▸ Records supplied
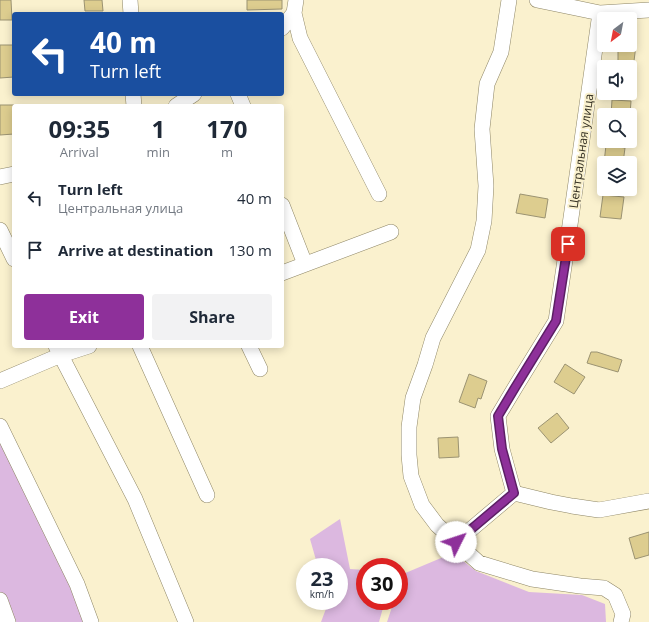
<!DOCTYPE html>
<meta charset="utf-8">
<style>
:root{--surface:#fff;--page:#f2f2f3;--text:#1f2937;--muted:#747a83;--accent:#8e309a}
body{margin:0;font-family:"Open Sans",sans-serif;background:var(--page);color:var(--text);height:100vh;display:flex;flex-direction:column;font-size:15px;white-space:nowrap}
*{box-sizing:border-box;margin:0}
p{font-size:13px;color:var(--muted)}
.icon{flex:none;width:22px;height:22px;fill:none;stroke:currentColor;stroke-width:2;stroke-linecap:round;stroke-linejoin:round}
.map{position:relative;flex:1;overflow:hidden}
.drawer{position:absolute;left:12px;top:104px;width:272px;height:244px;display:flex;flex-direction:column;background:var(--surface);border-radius:4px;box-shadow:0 2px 10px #0003}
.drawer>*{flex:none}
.hud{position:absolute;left:12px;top:12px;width:272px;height:84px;border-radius:4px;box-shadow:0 2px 10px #0003;background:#1a4fa0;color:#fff;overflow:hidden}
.needle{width:26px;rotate:212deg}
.controls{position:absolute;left:597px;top:12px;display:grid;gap:8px}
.controls a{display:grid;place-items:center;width:40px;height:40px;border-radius:4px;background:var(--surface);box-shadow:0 2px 10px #0003;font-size:20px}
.speed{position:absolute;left:296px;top:558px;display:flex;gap:8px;font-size:20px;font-weight:700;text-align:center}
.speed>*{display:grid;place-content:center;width:52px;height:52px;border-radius:50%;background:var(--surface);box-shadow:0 2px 10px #0003;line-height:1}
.speed small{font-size:10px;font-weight:400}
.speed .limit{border:6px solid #d22;background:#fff;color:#111}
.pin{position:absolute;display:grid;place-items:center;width:34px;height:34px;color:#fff;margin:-17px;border-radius:8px;box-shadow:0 2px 6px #0006}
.me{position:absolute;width:44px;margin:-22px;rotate:49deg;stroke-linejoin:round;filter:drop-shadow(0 0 3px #0008)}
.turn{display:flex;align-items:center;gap:14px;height:84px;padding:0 12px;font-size:18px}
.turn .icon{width:52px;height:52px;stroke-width:2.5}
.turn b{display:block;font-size:28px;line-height:34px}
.eta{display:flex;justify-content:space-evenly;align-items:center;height:68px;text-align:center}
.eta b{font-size:24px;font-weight:700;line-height:28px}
.primary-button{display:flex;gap:8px;margin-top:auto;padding:8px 12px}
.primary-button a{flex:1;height:46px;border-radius:4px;background:var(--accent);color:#fff;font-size:16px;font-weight:700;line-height:46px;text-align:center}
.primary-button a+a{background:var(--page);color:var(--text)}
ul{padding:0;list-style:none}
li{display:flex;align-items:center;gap:12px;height:52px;padding:0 12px}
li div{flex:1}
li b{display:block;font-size:15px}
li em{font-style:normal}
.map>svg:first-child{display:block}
.green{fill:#dcb8e0}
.building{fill:#ddcd8f;stroke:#9b9372}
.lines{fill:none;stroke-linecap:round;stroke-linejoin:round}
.minor-casing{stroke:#8e8666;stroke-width:16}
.minor{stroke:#fff;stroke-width:15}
.route-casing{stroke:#5c1f64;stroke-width:10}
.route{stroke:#8e309a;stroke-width:7}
.labels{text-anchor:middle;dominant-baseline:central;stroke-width:4;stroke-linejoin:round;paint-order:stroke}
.street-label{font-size:12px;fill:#343023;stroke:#faf1ce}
</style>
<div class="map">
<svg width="649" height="622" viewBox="0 0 649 622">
<rect width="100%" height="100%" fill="#faf1ce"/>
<path class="green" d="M 0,426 L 91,622 L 0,622 Z
M 340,519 L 350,569 L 365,570 L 365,601 L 385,601 L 379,622 L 321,622 L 327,606 L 326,601 L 339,601 L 339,567 L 318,567 L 310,539 Z
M 453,553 L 476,571 L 529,592 L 582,595 L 605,604 L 606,622 L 387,622 L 394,601 L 399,601 L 399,587 L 403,574 Z"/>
<path class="building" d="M 0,0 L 11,0 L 12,20 L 0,20 Z
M 84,0 L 102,0 L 103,11 L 85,11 Z
M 247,0 L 282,0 L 282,9 L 247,10 Z
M 0,45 L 14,45 L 14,77 L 0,78 Z
M 618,45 L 636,45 L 634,61 L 618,61 Z
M 612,100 L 631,101 L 630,115 L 611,115 Z
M 0,105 L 14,105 L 14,134 L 0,135 Z
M 606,145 L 625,148 L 623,163 L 604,163 Z
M 520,194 L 548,199 L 545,218 L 516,213 Z
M 603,195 L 624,197 L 621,219 L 600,217 Z
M 591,352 L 597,352 L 622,360 L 618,372 L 587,363 Z
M 565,364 L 585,377 L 574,394 L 554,382 Z
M 469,374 L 487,381 L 481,399 L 478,398 L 475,408 L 459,402 Z
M 557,413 L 569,428 L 551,443 L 538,428 Z
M 458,437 L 459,457 L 439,458 L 438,438 Z
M 649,532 L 649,555 L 635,559 L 629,538 Z"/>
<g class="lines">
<defs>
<path id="minor" d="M 130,0 L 131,14
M 296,0 L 294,13 L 300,38 L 379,194
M 509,0 L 501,52 L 487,84 L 482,129 L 486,186 L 484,221 L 478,250 L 433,338 L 425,365 L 413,398 L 409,427 L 409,455 L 411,476 L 422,505 L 437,525 L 479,563 L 532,579 L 580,586 L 604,588 L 615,595 L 623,614 L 621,622
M 537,0 L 600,13 L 649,10
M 600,13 L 565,260 L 556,321 L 516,386 L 498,416 L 502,449 L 514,493 L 551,502 L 572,506 L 599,510 L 649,501
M 282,28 L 294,13
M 133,94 L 134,106
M 238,94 L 243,106
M 176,106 L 194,94
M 0,177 L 14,174
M 282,205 L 305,264
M 0,230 L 14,259
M 282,273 L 391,232
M 56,346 L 135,499 L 186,622
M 140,346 L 207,495
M 249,346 L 260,369
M 0,381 L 61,355 L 89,346
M 0,426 L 77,584 L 91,622
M 456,542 L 514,493
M 0,600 L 8,622"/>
</defs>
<use href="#minor" class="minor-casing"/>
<use href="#minor" class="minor"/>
</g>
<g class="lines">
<defs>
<path id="route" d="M 456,542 L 514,493 L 502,449 L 498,416 L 516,386 L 556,321 L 568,244"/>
</defs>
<use href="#route" class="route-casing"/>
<use href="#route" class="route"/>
</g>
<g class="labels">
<g class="street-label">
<text transform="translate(581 151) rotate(-82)">Центральная улица</text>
</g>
</g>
</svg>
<div class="controls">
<a><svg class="needle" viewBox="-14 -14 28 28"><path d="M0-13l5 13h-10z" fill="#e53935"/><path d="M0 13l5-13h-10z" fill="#747a83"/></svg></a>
<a><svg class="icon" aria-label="sound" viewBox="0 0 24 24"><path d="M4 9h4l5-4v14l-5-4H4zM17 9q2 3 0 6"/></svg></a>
<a><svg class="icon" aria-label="search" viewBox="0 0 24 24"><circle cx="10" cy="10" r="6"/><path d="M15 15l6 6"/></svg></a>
<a><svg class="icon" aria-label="layers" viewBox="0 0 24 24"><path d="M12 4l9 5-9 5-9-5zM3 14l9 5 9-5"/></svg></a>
</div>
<div class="speed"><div>23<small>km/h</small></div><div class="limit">30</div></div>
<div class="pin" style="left:568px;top:244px;background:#d93025"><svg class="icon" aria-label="arrive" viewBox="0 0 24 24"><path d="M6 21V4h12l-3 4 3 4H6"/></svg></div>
<svg class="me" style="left:456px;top:542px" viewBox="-20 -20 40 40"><circle r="19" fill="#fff"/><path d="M0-13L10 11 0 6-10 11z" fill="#8e309a"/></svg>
<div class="hud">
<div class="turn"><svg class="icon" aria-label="left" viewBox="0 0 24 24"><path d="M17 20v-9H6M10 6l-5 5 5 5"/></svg><div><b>40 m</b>Turn left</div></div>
</div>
<section class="drawer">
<div class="eta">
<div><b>09:35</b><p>Arrival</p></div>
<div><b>1</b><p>min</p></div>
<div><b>170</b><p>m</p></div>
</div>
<ul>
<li><svg class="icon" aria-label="left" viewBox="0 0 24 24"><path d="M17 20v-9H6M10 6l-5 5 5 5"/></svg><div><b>Turn left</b><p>Центральная улица</p></div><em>40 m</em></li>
<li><svg class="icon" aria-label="arrive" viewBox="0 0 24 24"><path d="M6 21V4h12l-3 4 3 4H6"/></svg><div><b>Arrive at destination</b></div><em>130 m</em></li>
</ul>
<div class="primary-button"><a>Exit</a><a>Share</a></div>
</section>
</div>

▸ Task requirements
Go through the lines above. Select every one that has the string "speed".

▸ Solution to this task
.speed{position:absolute;left:296px;top:558px;display:flex;gap:8px;font-size:20px;font-weight:700;text-align:center}
.speed>*{display:grid;place-content:center;width:52px;height:52px;border-radius:50%;background:var(--surface);box-shadow:0 2px 10px #0003;line-height:1}
.speed small{font-size:10px;font-weight:400}
.speed .limit{border:6px solid #d22;background:#fff;color:#111}
<div class="speed"><div>23<small>km/h</small></div><div class="limit">30</div></div>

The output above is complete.